[Source data]
·····

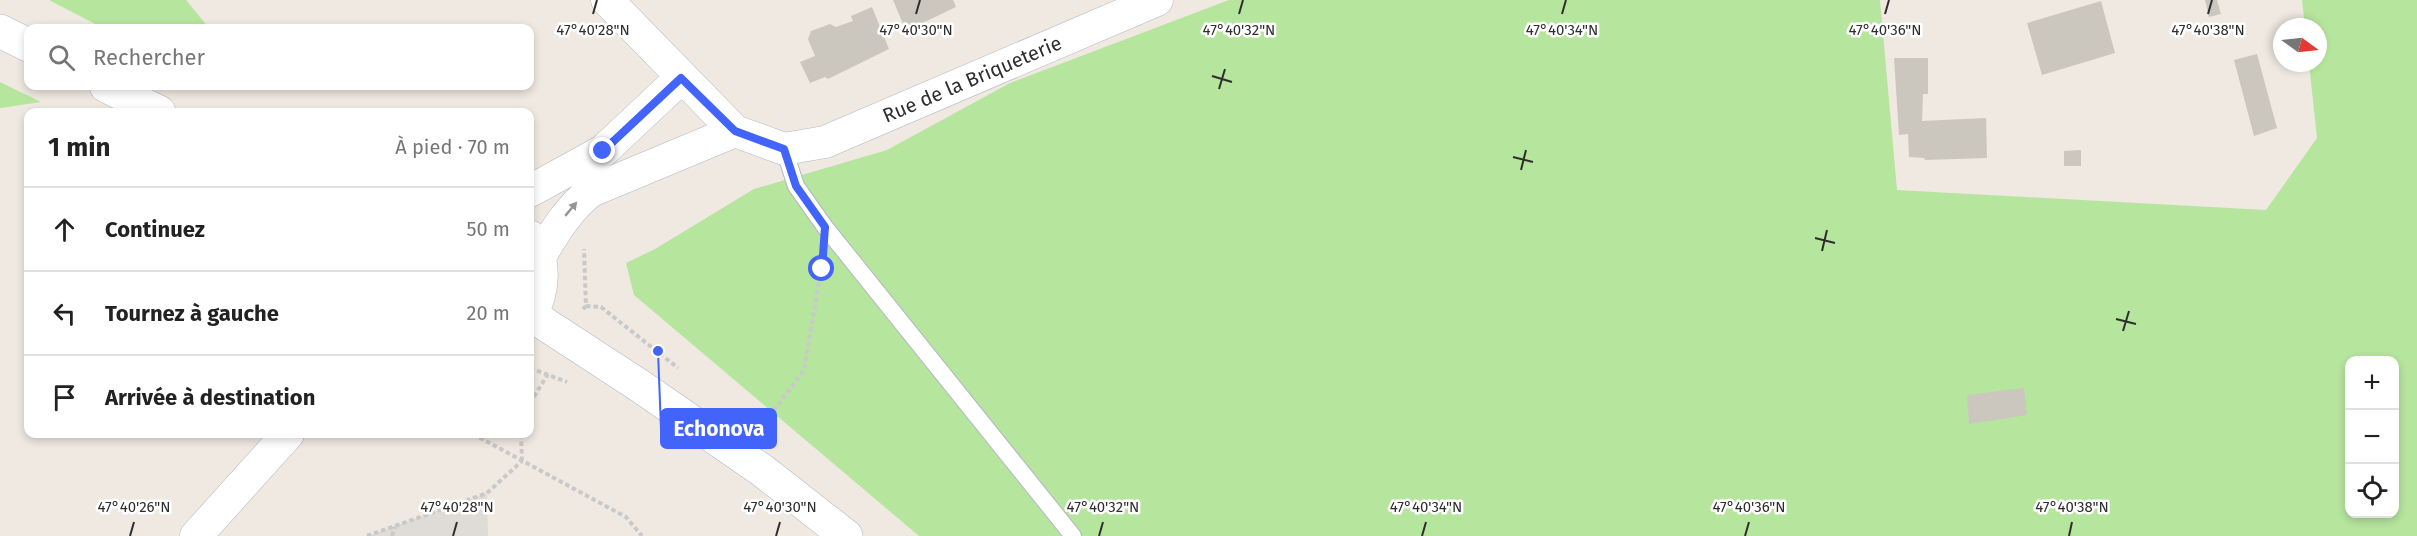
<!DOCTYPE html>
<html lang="fr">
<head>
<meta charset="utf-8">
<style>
	:root { --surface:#fff; --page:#f2f2f2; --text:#222; --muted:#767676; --line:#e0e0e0 }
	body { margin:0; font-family:"Fira Sans",sans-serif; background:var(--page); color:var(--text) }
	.controls { position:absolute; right:18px; bottom:18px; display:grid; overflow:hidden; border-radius:12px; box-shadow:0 3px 9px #0003 }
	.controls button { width:54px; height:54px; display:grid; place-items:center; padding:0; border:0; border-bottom:2px solid var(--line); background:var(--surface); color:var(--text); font:30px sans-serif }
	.compass { position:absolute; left:2273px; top:18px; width:54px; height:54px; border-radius:50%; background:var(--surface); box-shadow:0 3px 9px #0003; rotate:105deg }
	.stop { position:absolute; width:18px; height:18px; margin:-14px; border:4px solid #4264fb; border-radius:50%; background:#fff }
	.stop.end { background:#4264fb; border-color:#fff; box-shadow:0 2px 6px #0008 }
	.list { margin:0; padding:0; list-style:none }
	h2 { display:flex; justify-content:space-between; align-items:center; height:78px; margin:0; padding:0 24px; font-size:26px }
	h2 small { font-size:20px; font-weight:400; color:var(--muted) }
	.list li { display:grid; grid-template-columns:39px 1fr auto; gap:18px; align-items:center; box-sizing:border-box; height:84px; padding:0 24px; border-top:2px solid var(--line) }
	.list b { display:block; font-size:22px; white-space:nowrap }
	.list em { font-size:20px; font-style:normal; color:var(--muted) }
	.icon { flex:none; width:33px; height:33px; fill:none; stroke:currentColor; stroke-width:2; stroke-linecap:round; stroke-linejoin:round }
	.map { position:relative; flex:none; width:2417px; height:536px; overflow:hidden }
	.search { position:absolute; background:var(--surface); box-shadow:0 3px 9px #0003; left:24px; top:24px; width:510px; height:66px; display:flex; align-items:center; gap:15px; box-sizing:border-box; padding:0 21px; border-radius:12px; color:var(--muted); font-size:22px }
	.panel { position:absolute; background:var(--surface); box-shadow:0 3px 9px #0003; left:24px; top:108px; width:510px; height:330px; border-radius:12px }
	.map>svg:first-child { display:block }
	.green { fill:#b6e59e; fill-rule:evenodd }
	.plaza { fill:#dfdcd8 }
	.building { fill:#cbc7bf }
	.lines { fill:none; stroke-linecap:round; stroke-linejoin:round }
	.lane-casing { stroke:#b4b7c1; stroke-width:18 }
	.street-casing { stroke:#b4b7c1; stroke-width:33 }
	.secondary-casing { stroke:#b4b7c1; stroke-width:34 }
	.path { stroke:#c9c9c9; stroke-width:4; stroke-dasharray:4.5 3; stroke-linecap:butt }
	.lane { stroke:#fff; stroke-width:16 }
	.street { stroke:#fff; stroke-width:32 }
	.secondary { stroke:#fff; stroke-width:33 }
	.oneway { fill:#969696 }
	.route { stroke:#4264fb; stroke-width:8 }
	.ticks { fill:none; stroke:#2e2e2e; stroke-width:2 }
	.labels { text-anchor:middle; stroke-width:5; stroke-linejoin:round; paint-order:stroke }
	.street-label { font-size:20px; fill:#2e2e2e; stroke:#fff }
	.ticks-label { font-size:15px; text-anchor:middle; fill:#2e2e2e; stroke:#fff; stroke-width:5; stroke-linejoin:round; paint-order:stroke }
	.leader { fill:none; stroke:#4264fb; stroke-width:2 }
	.callout-dot { fill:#4264fb; stroke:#fff; stroke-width:2 }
	.callout { fill:#4264fb; stroke:#4264fb; stroke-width:2 }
	.callout-label { font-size:21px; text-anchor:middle; font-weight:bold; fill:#fff }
</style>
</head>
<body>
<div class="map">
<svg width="2417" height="536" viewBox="0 0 2417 536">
	<rect width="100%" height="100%" fill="#efe9e1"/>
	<path class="green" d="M 49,0 L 186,0 L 209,28 L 103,28 Z
		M 1229,0 L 1880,0 L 1897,190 L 2266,210 L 2317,138 L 2309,63 L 2318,63 L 2318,27 L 2305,27 L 2302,0 L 2417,0 L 2417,536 L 919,536 L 634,295 L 626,263 L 655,249 L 754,189 L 887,150 L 1010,83 ZM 2350,360 L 2394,360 L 2394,514 L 2350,514 Z
		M 0,82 L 41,102 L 0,108 Z"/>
	<path class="plaza" d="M 487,493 L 488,536 L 367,536 L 395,526 Z"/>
	<path class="building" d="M 893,0 L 953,0 L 956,7 L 906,31 Z
		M 2205,0 L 2217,0 L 2221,14 L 2209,17 Z
		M 2101,1 L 2115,53 L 2042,75 L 2027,23 Z
		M 872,7 L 889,49 L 828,79 L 825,77 L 810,83 L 800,62 L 815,56 L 808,39 L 811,31 L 830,24 L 836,27 L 853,21 L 851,16 Z
		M 2257,54 L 2277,128 L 2254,136 L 2234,60 Z
		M 1894,58 L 1928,58 L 1928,94 L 1923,94 L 1922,121 L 1986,118 L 1987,158 L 1925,160 L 1924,158 L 1909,157 L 1908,134 L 1899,135 Z
		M 2081,150 L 2081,166 L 2064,166 L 2064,151 Z
		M 2024,388 L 2027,415 L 1969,424 L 1967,395 Z"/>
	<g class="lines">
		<g class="lane-casing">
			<path id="lane" d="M 784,149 L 796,186 L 825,227 L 1073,536"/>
		</g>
		<g class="street-casing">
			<path id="street" d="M 607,0 L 735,131 L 784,149 L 825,142 L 1157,0
				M 530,191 L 603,151 L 681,78
				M 539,258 C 554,233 568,209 591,191 L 735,131
				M 196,536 L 288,434"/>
		</g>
		<g class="secondary-casing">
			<path id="secondary" d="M 0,31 L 28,45
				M 106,86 L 159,112
				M 530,237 C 546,260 544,292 530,316
				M 531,315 L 640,386 L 763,471 L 846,536"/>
		</g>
		<path class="path" d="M 586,306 L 601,307 L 678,368
			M 583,309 L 586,306 L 584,249
			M 530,368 L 567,382
			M 530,403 L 548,374
			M 759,428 L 769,417 L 804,370 L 822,264
			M 473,434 L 626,517 L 642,536
			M 521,434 L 522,460
			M 367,536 L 487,493 L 522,461
			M 392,536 L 395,527"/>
		<use href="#lane" class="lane"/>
		<use href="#street" class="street"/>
		<use href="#secondary" class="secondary"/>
	</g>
	<defs><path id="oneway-solid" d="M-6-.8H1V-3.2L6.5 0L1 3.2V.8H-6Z" transform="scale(1.5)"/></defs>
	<use class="oneway" href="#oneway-solid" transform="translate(571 209) rotate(-50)"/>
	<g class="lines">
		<path class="route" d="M 603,151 L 681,78 L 735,131 L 784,149 L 796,186 L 825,227 L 822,269"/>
	</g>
	<path class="ticks" d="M 593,14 L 597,0M 916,14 L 920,0M 1239,14 L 1243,0M 1562,14 L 1566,0M 1885,14 L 1889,0M 2208,14 L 2212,0M 1212,76 L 1232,82M 1219,89 L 1225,69M 1513,157 L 1533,162M 1521,170 L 1526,150M 1815,238 L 1835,243M 1822,251 L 1827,230M 2116,319 L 2136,324M 2123,331 L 2129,311M 130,536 L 134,522M 453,536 L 457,522M 776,536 L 780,522M 1099,536 L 1103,522M 1422,536 L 1426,522M 1745,536 L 1749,522M 2069,536 L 2072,522"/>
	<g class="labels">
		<g class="street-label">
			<text transform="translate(972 79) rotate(-23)" y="7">Rue de la Briqueterie</text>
		</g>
	</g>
	<g class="ticks-label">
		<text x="593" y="35">47°40'28"N</text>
		<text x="916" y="35">47°40'30"N</text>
		<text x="1239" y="35">47°40'32"N</text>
		<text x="1885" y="35">47°40'36"N</text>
		<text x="2208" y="35">47°40'38"N</text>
		<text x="1562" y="35">47°40'34"N</text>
		<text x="134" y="512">47°40'26"N</text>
		<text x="457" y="512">47°40'28"N</text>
		<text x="780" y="512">47°40'30"N</text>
		<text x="1103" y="512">47°40'32"N</text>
		<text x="1426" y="512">47°40'34"N</text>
		<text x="1749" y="512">47°40'36"N</text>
		<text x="2072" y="512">47°40'38"N</text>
	</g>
	<path class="leader" d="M658 351L661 429"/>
	<circle class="callout-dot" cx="658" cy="351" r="6"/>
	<rect class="callout" x="661" y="409" width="115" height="39" rx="6"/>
	<g class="callout-label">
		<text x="719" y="436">Echonova</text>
	</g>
</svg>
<div class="controls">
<button>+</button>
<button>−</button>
<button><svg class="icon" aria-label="locate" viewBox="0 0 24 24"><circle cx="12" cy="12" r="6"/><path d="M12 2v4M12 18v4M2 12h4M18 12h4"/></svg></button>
</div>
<svg class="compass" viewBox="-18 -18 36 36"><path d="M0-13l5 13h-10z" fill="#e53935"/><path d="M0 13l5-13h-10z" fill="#767676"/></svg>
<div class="stop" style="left:822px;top:269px"></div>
<div class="stop end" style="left:603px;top:151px"></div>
<div class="search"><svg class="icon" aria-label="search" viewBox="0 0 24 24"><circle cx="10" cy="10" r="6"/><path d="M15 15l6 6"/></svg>Rechercher</div>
<section class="panel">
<h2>1 min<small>À pied · 70 m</small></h2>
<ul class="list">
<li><svg class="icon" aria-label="ahead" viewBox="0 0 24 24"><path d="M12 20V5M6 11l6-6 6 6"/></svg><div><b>Continuez</b></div><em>50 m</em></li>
<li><svg class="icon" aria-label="left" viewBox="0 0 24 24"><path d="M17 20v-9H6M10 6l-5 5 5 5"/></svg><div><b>Tournez à gauche</b></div><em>20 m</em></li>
<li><svg class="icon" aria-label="arrive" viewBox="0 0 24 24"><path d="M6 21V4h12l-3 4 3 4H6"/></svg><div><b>Arrivée à destination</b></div></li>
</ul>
</section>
</div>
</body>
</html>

·····

• Problem to work on: Take the records from their first line through the line containing "position:absolute; right:18px; bottom:18px;" and please return exactly those lines, both ends included, minus the pictures.

• Exercise output:
<!DOCTYPE html>
<html lang="fr">
<head>
<meta charset="utf-8">
<style>
	:root { --surface:#fff; --page:#f2f2f2; --text:#222; --muted:#767676; --line:#e0e0e0 }
	body { margin:0; font-family:"Fira Sans",sans-serif; background:var(--page); color:var(--text) }
	.controls { position:absolute; right:18px; bottom:18px; display:grid; overflow:hidden; border-radius:12px; box-shadow:0 3px 9px #0003 }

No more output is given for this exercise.